B2B healthcare in the U.S.: The next frontier for digital payments
Disruption awaits an industry reliant on inefficient paper-based processes
While the world is increasingly moving toward digital payments, commercial healthcare has been slow to catch on. Nearly 85 percent of healthcare procurement, in which hospitals and healthcare providers purchase medical supplies and equipment, is paid manually via paper checks.1 This can result in significant operational inefficiencies and financial losses.
“Provider organizations need to be ready for the digital age, which means automating as many processes as possible to reduce unnecessary work and costs,” says Nasser Chanda, CEO of Paymerang, a provider of invoice and payment automation software for the healthcare industry.
Commercial payments in the healthcare industry, in fact, offer an estimated $2.9T opportunity for fintechs and financial institutions (FIs) ready to meet this demand.2 The U.S. wholesale medical supply market, which distributes dental and medical supplies and equipment, alone was projected to reach more than $268B in 2021 and to achieve a market size of more than $305B by 2026.3 Although substantial inroads have been made to automate healthcare procurement, a sizable opportunity to digitize it leaves fintechs and FIs a role to play to reduce friction and create automated procurement and receivable processes for the industry.
Disruption takes two
Healthcare fintechs have the opportunity to take the lead by innovating to improve procurement and address critical pain points, such as highly fragmented payments to small suppliers, multi-step purchase order processes, long days sales outstanding (DSO) periods and the need for healthcare-specific data to meet regulatory demands.
But fintechs can’t go it alone. They need the support and expertise of traditional FIs that can connect emerging solutions with the broader financial and payments ecosystem. Healthcare fintechs, in fact, can better facilitate payments by leveraging products and services provided by regulated FIs, such as credit and lending, card-based solutions like virtual card and traditional treasure management services.

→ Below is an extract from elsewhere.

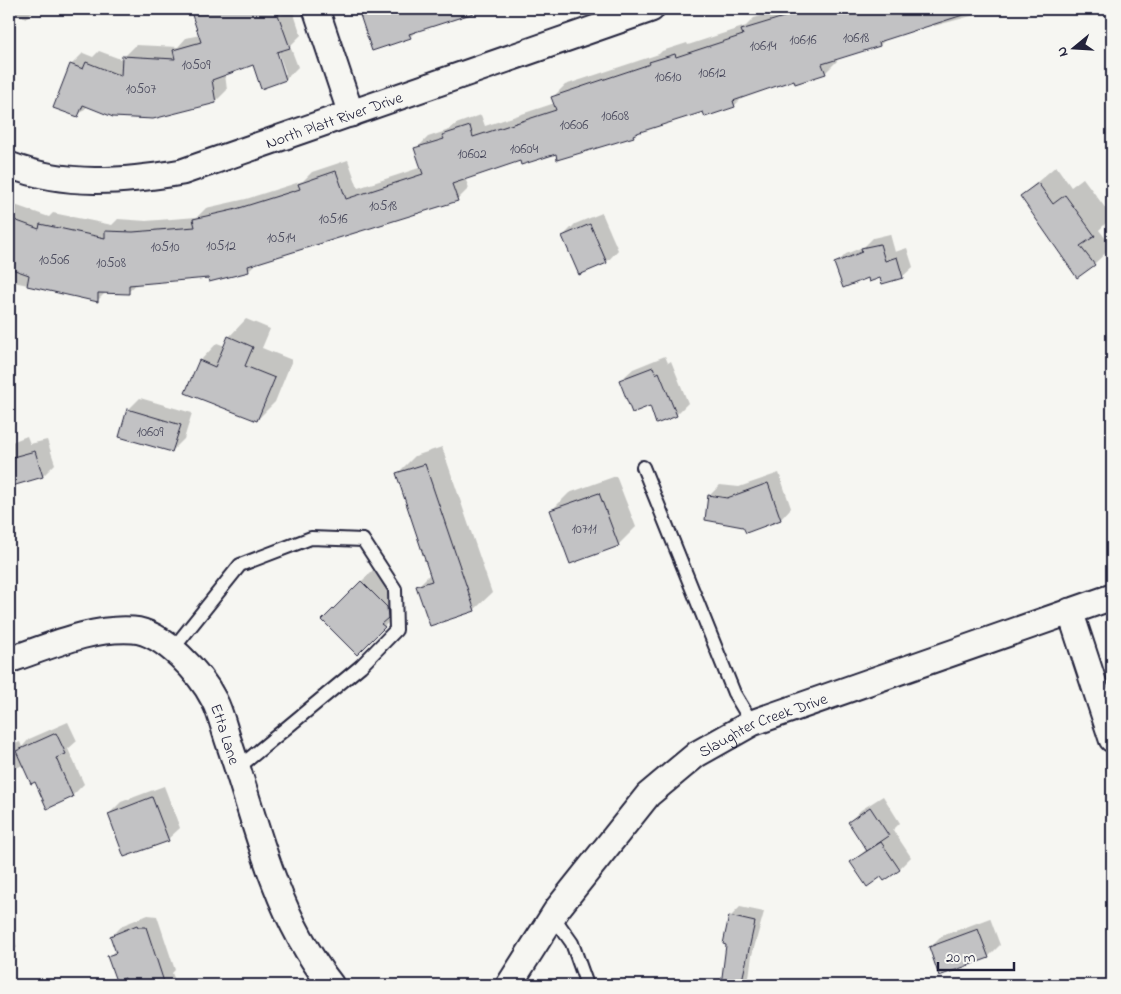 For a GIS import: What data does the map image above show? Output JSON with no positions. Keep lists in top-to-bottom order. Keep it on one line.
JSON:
{"streets":{"street":["North Platt River Drive","Slaughter Creek Drive","Etta Lane"]},"house_numbers":["10618","10616","10614","10509","10612","10610","10507","10608","10606","10604","10602","10518","10516","10514","10512","10510","10506","10508","10609","10711"],"scale_bar":"20 m","north":"left"} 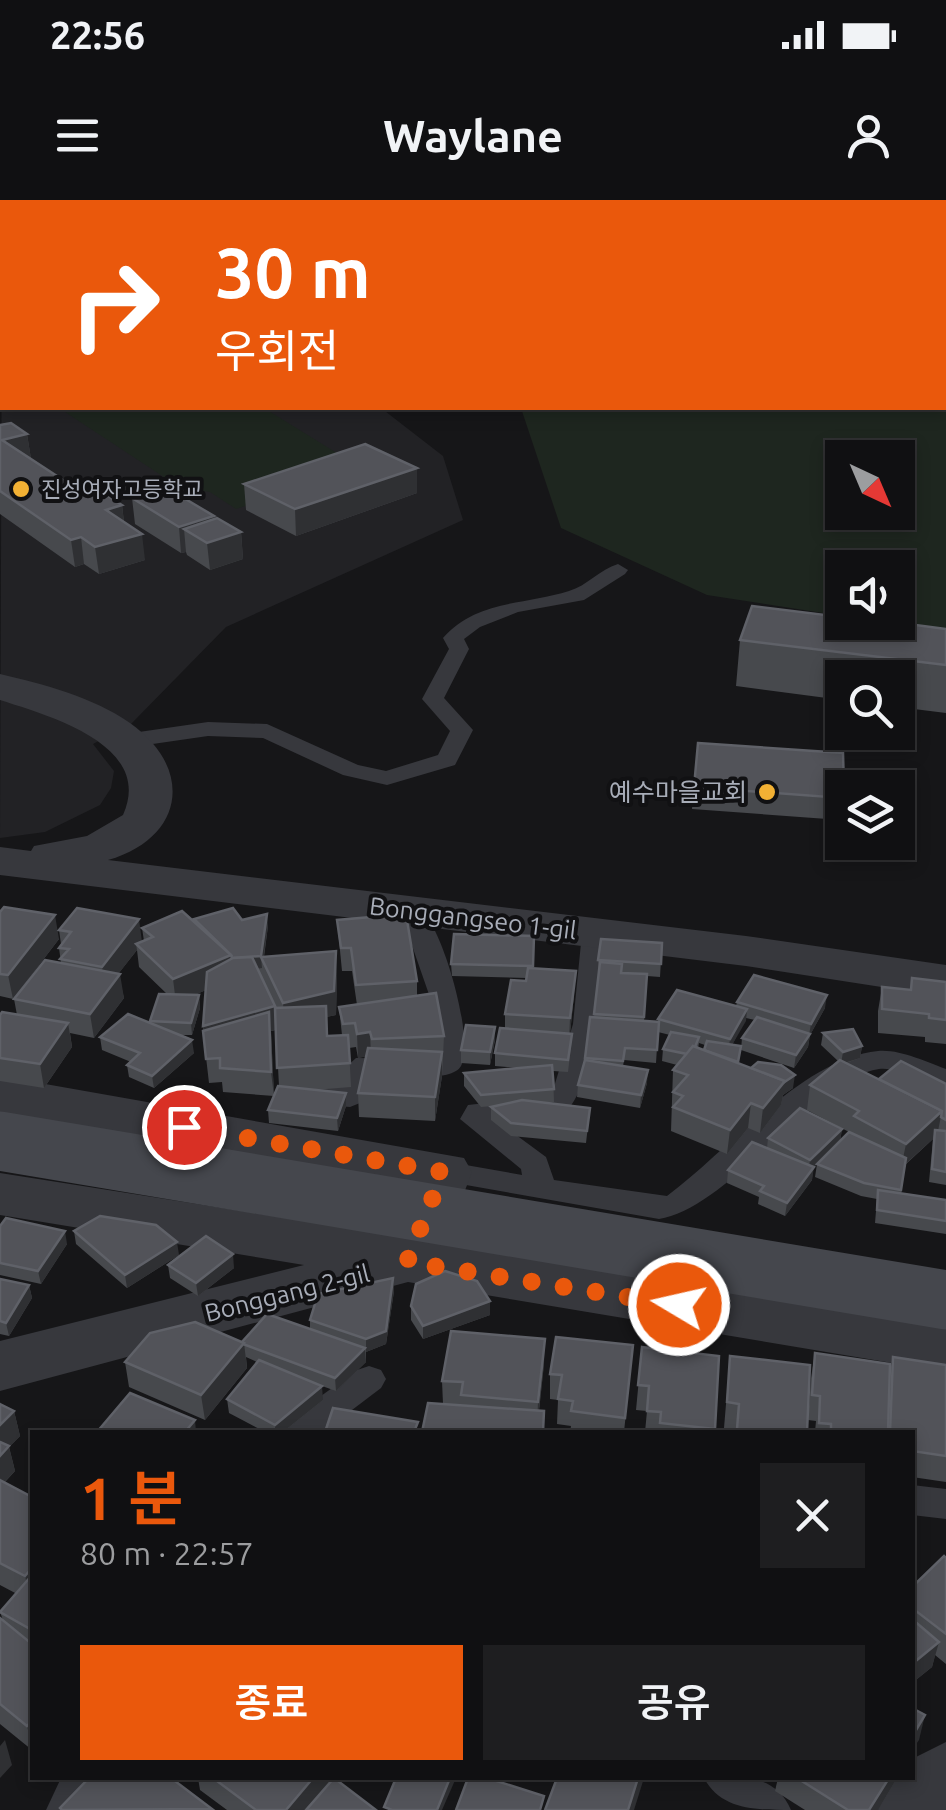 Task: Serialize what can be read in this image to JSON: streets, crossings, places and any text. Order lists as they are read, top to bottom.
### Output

“Visa remains very focused on the U.S. healthcare opportunity within B2B payments, one of the largest vertical opportunities in the market. We have taken an active role in engaging with the fintechs and financial institutions that are innovating and creating the solutions to meet the needs of businesses serving this industry vertical,” says Jay Darnell, Visa’s Head of North America B2B Fintech Partnerships.
Together, healthcare fintechs and FIs are poised to disrupt the challenges of this industry with products that drive efficiencies in areas such as regulatory compliance, working capital and supply chain management.